Data is the enabling foundation of a digital transformation. Therefore, it is critical for companies to develop a data management strategy that the executive leadership team supports. Steve Agnoli, CIO of the global law firm Reed Smith, offers a recommended approach in his latest guest blog.

Like every industry, legal services is undergoing significant change as law firms begin to leverage digital technologies to transform operations and business models, automate how they provide service to clients, and create innovative new offerings that deliver increased value to clients. 

One thing is certain: data is the enabling foundation of these changes – not only in the legal field where I have spent many years as a CIO, but in all industries. How a company manages and analyzes data is essential to business transformation, so it is critical to develop a strategy for data governance and analytics that the entire executive leadership team understands and supports.

High performing organizations are committed to extracting maximum value from their data assets. Appropriately managed data will deliver benefits in the form of better, more informed decision-making and development of innovative new data-driven services for clients. 

In order to achieve these benefits, a two-pronged approach to data management is required:

  1. Data governance: what data do we have, where is it stored, who controls it, is it reliable, is it secure, is it maintained, how long do we keep it, how do we dispose of it?

  2. Data analytics: how do we use our data to improve business decisions and performance, uncover new insights and develop new services for clients?

Critical Data Strategy Questions

To convince the leadership team at virtually any organization of the need to develop and implement a holistic data strategy, ask and answer the following questions:

  • How committed are leaders of the organization to making better informed, prioritized decisions supported by data; to know which initiatives to pursue and what their business value will be?
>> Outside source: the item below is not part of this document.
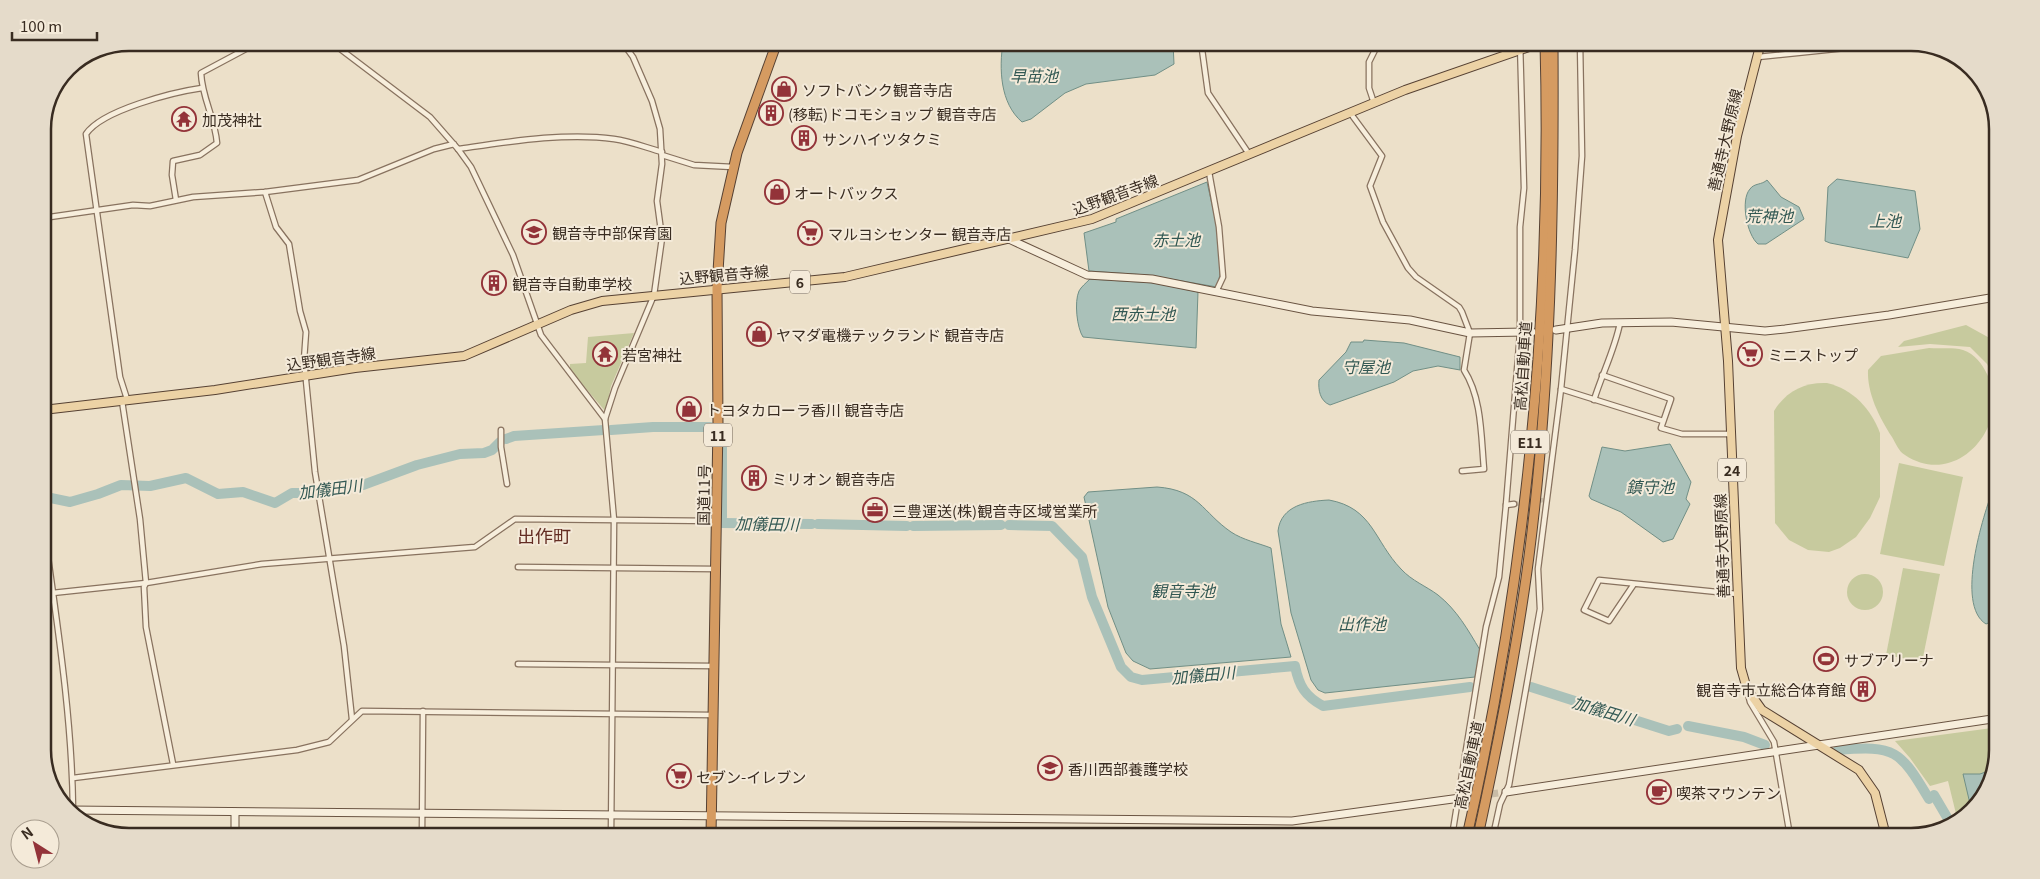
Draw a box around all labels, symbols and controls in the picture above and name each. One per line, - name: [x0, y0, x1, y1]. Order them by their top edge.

  • How (and how much) will the organization benefit from a unified approach to identifying the strategic value of data?

  • What would be the benefits of a consistent method to minimize data risks?

  • What is the potential benefit to having an enhanced understanding of the data the organization currently has, and how it could be put to additional use?

It’s important to quantify the effort of building additional data management capabilities as well as the anticipated business enhancement gains. Your analysis should include realistic estimates of the number and scope of capabilities enhancement, implementation and on-going costs, and additional revenue attributable to improved decision making, and new products and services.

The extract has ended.